In a proposal that was widely panned by pot shops and legalization advocates, the city in June revealed possible regulations for Los Angeles cannabis businesses that would have continued the problematic policy of treating even the most legit enterprises with “limited legal immunity.”

Many cannabis folks were up in arms. Voters in March approved Proposition M, which was pitched as an initiative that would finally grant licenses to weed sellers and producers. But the measure ultimately left the fine print up to City Hall. The groups representing collectives in town opposed the limited-immunity approach in proposed regulations forwarded as a way to implement M. This week, City Council president Herb Wesson submitted additions to those regulations that would endorse full licenses for pot businesses.

Wesson requested the changes in a letter to the city's planning director. The proposed rule changes will be weighed by the Planning Commission in September before heading to the full City Council for its consideration. “After a complete and thorough review of the relevant legal issues, a licensing/permitting system as indicated in Proposition M that provides certainty under the zoning code is the best and only way to proceed toward regulating the commercial cannabis industry,” Wesson wrote.

“After carefully listening to Angelenos, we have requested adjustments to our draft ordinance that reflect the concerns voiced during the 60-day public comment period,” Wesson said via email. “We will continue to weigh different viewpoints in the coming months to regulate this emerging industry and protect city residents in the best way for Los Angeles.”

Marijuana business groups appeared to be elated.

“The members of UCBA [United Cannabis Business Alliance] are heartened by the thoughtful letter from council president Wesson,” Javier Montes, vice president of the trade association, said via email. “It is clear he has heard from the public at large and understands that a license is essential to a successful launch of the cannabis industry in Los Angeles.”

In a phone interview, leaders of the organization appeared to be confident licensing would become the law of the land for legit cannabis concerns in the city. “It's a clear step forward,” Montes says.

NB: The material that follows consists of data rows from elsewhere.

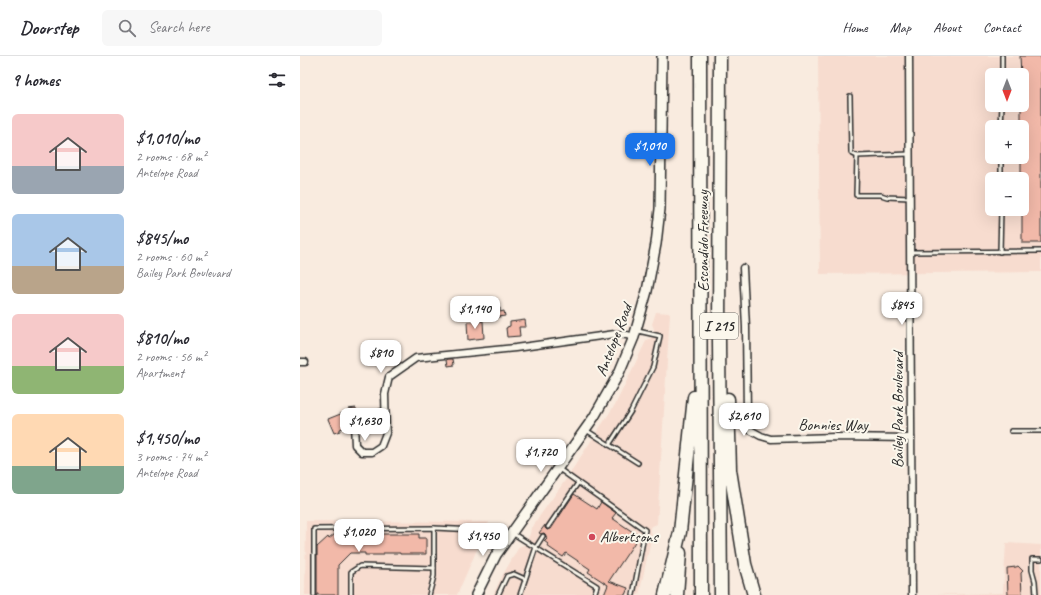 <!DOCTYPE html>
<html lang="en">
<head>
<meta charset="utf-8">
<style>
	:root { --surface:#fff; --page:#f7f7f7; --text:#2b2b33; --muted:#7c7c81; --line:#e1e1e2; --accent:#1a73e8 }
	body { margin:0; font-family:Caveat,sans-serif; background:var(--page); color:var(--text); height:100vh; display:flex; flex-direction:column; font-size:15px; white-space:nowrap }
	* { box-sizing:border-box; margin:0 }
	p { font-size:13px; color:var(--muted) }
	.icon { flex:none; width:22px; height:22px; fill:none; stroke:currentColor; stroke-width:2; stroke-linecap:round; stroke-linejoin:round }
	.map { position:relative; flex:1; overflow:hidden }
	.sheet { display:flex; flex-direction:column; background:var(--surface); width:300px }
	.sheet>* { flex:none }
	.needle { width:26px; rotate:180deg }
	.fabs { position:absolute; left:685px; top:12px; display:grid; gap:8px }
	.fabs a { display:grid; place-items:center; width:44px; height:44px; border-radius:6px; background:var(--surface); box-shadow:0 4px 16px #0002; font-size:20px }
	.price { position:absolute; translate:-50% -34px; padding:0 9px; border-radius:8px; background:#fff; color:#222; font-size:13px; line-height:26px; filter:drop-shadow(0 1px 2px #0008) }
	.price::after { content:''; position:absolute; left:50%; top:24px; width:12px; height:9px; margin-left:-6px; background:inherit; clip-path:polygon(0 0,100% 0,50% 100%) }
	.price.selected { background:var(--accent); color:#fff }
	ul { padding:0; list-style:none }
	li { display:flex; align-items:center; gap:12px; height:100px; padding:0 12px }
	li span { display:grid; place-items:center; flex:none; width:112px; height:80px; border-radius:6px; color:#555 }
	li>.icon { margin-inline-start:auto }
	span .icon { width:48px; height:48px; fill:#fffc; stroke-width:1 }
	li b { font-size:17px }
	h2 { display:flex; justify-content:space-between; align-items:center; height:48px; padding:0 12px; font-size:17px }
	header { display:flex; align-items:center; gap:24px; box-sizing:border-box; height:56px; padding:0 20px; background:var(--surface); border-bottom:1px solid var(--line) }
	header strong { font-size:19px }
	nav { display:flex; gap:22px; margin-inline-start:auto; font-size:14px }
	.search { width:280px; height:36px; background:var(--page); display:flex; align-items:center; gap:10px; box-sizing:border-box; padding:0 14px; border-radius:6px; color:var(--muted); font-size:15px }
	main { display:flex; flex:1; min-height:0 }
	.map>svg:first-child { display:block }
	.built { fill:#f7dccf; fill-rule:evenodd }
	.building { fill:#f2b9a9; stroke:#2b2b2b }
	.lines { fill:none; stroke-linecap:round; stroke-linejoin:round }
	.lane-casing { stroke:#2b2b2b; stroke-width:6 }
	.street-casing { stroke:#2b2b2b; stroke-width:9 }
	.secondary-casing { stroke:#2b2b2b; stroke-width:12 }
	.highway-casing { stroke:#2b2b2b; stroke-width:15 }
	.lane { stroke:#fbf7ec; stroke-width:3 }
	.street { stroke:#fbf7ec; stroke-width:6 }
	.secondary { stroke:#fbf7ec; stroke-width:9 }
	.highway { stroke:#fbf7ec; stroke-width:12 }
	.poi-dot { fill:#d1495b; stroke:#fbf7ec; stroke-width:1.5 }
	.labels { text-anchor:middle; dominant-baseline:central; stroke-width:4; stroke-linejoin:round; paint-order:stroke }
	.shield { fill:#fbf7ec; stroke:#696865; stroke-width:1 }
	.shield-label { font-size:15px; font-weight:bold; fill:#2b2b2b }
	.street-label { font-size:16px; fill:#2b2b2b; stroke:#fbf7ec }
	.poi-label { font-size:16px; fill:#2b2b2b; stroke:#fbf7ec; text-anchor:start }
</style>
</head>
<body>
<header>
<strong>Doorstep</strong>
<div class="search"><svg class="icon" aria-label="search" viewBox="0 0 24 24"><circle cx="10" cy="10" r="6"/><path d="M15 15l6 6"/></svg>Search here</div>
<nav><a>Home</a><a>Map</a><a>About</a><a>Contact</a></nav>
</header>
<main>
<section class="sheet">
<h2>9 homes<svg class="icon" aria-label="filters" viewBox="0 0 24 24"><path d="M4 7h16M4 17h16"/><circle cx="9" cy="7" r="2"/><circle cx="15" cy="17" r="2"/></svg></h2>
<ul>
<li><span style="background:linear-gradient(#f6c9c9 65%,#9aa5b1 0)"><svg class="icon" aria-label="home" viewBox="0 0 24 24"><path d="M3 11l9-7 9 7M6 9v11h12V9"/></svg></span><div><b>$1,010/mo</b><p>2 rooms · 68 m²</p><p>Antelope Road</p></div></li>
<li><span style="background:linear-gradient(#a9c7e8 65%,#b9a48a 0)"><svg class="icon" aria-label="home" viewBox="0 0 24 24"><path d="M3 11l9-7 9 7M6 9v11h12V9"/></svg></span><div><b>$845/mo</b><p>2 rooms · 60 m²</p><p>Bailey Park Boulevard</p></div></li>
<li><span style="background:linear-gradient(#f6c9c9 65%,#8fb573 0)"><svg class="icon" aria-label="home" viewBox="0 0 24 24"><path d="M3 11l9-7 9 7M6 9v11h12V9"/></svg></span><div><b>$810/mo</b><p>2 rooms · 56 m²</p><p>Apartment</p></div></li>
<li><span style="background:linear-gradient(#ffd9b3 65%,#7fa58c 0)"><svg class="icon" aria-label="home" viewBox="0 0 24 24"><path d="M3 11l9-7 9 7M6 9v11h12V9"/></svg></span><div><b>$1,450/mo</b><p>3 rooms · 74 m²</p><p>Antelope Road</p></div></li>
</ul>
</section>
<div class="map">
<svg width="741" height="539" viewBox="0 0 741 539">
	<rect width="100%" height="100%" fill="#f9ebdf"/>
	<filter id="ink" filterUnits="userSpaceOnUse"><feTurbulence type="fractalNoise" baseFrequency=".025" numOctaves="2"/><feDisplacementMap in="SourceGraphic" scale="8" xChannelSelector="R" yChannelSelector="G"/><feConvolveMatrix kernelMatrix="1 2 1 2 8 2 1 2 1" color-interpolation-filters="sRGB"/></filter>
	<g filter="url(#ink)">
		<g class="built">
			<path d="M518 0H741V216L520 218ZM692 19H722V49H692ZM692 71H722V101H692ZM692 123H722V153H692Z"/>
			<polygon points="356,256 370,257 357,468 350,471 352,479 339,539 193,539 201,522 219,491 224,489 230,478 231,472 264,426 316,347 346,285 352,281 354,273 352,268"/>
			<polygon points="6,465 189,466 157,539 5,539"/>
			<polygon points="706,487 741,489 741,539 629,539 703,537"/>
		</g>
		<g class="building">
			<polygon points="720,0 741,0 741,187 722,187 722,123 721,123 721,101 722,101 722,71 721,71 721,49 722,49 722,19 721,19"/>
			<polygon points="200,252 200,256 204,255 205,260 192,262 192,257 195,256 195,253"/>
			<polygon points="225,264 226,271 219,271 220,280 207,281 206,272 207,272 207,271 210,270 210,266"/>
			<polygon points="183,265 184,282 168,284 167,266"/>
			<polygon points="147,303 153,303 154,309 148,310"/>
			<polygon points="56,352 57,362 45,363 47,369 43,370 43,372 40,373 40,375 34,377 28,363 48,355 48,353"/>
			<polygon points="274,438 297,453 301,446 316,457 312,462 339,480 309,525 328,532 325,539 304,539 308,529 288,516 290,513 266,497 263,501 247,490 248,488 244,485 247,482 245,478 244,477 241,478 239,477 245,469 245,472 247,474 251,473"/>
			<polygon points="35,478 119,478 119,482 126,482 126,498 100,498 100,497 83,497 83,499 65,499 65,497 50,497 38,509 38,539 17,539 17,491 28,481 29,483"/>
			<polygon points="718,510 723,515 721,517 722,539 708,539 707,512 716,511"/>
		</g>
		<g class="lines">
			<defs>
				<g id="lane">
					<polyline points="702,19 702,0"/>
					<polyline points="550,40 551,97 557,100 556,139 581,139 587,141 610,142"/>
					<polyline points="701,71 702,49"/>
					<polyline points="557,100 610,98"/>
					<polyline points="701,123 701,101"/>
					<polyline points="610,196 741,195"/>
					<polyline points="700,196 701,153"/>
					<polyline points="286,374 338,407"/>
					<polyline points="711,375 741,375"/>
					<polyline points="309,389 331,355 353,311 360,280 338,275"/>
					<polyline points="259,413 345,474 333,539"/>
					<polyline points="248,471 278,427"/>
					<polyline points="134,472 176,474 200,489"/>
					<polyline points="212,477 297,530 294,539"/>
					<polyline points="14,539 14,473 134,472 134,520 129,539"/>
					<polyline points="51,539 51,516 60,510 134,512"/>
					<polyline points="198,539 207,520 214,518 225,523"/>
					<polyline points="220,539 236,491 243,480"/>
					<polyline points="736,539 735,525 732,514 732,503 741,503"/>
				</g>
				<g id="street">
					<polyline points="609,0 612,539"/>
					<polyline points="443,212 446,271 447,359 450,374 461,380 471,383 536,381 611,382"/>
					<polyline points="0,306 5,306"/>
					<polyline points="85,355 54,368 55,389 62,396 72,396 81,390 86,377 85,338 89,321 116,302 215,292 315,278 327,279 334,281"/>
				</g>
				<polyline id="secondary" points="176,539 196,499 294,361 319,317 334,281 347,235 356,188 360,153 362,0"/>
				<g id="highway">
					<polyline points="400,0 401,539"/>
					<polyline points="420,0 419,283 421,539"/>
					<polyline points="428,343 430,414 445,508 454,539"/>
					<polyline points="365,539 380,476 394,341"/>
					<polyline points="377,539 380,497"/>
				</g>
			</defs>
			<use href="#lane" class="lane-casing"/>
			<use href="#street" class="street-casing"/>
			<use href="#secondary" class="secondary-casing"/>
			<use href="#highway" class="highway-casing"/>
			<use href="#lane" class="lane"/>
			<use href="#street" class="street"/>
			<use href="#secondary" class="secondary"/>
			<use href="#highway" class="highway"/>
		</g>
	</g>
	<circle class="poi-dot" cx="292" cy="481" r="4"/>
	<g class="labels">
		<rect class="shield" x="400" y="257" width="38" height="26" rx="3"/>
		<g class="shield-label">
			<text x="419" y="270">I 215</text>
		</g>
		<g class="street-label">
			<text transform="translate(403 185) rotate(-90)">Escondido Freeway</text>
			<text transform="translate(314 284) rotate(-69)">Antelope Road</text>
			<text transform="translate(598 354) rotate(-90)">Bailey Park Boulevard</text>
			<text x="533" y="369">Bonnies Way</text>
		</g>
		<g class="poi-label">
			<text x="300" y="481">Albertsons</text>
		</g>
	</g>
</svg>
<div class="fabs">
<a><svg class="needle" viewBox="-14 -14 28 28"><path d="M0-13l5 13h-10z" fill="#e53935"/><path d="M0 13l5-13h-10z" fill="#7c7c81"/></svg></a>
<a>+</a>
<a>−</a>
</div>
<b class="price selected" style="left:350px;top:111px">$1,010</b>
<b class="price" style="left:602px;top:270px">$845</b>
<b class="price" style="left:175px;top:274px">$1,140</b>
<b class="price" style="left:81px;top:318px">$810</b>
<b class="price" style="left:444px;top:381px">$2,610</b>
<b class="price" style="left:65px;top:386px">$1,630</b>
<b class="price" style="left:241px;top:417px">$1,720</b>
<b class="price" style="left:59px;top:497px">$1,020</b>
<b class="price" style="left:183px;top:501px">$1,450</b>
</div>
</main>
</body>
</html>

Adam Spiker, executive director of the Southern California Coalition, the largest marijuana business organization in town, argues that the limited legal immunity approach established under voter-approved Proposition D in 2013 backfired for legit dispensaries because it created a legal gray area without protections for good actors. He said the number of fully illicit shops has mushroomed; many claim to be legal because the definition of “legal” is so murky. Some even proudly displayed tax certificates issued by the city before the City Council pulled the plug on issuing such documents to illegal storefronts last year.

“If you're going to take their taxes, you also have to give them the same protections as other licensed businesses,” Spiker says. “We need to make it clear who are the legit operators under Proposition M and who aren't, so that law enforcement and the City Attorney's office know who to go after and treat like a regular licensee.”

Indeed, pot shop operators have long been hoping for a new day in which they could proudly flaunt licenses or permits that would repel police. California's Medical Cannabis Regulation and Safety Act (MCRSA) originally contained what Gov. Jerry Brown called a dual-licensing system, where city permits would be required. That's essentially how Proposition M, placed on the ballot by the City Council, was pitched to voters.

But the final version of those state rules nixed the local licensing requirement, and the June rollout of L.A.'s own proposed regulations reverted to the “limited legal immunity” model.

The Los Angeles rules were intended to allow not only medical marijuana shops but other businesses, including growers and product producers, to achieve legality in the city under the state's own laws. It's also expected that some if not most retailers will switch to recreational cannabis sales for the 21-and-older crowd, approved by voters under California's Proposition 64 in November.

Wesson is proposing another change to allow “safe volatile manufacturing” in the city. June's proposed regulations would have outlawed the predominant process for creating a concentrated marijuana products like dabs, wax and oils used in vaporizers. The products have rapidly gained in popularity at dispensaries and are responsible for 30 percent of sales statewide, according to one estimate. The rule would have essentially shut out the making of such products in L.A., critics said.

In recent years, there have been several explosions stemming from amateurs using butane to extract concentrated THC from marijuana. But industry experts say extraction can be done safely if it's regulated like other industries that use volatile chemicals. Wesson agrees, saying in his letter, “I am confident that the city of Los Angeles has the inspection, safety and regulatory expertise to allow for safe volatile manufacturing.”

“It's something we've been supportive of,” says Montes of the UCBA. “This type of manufacturing has been
done in various other industries for decades.”

Wesson is asking that the draft regulations be considered on an emergency basis so that city license applications will be available late in the year, ahead of the expected rollout of state licenses in January.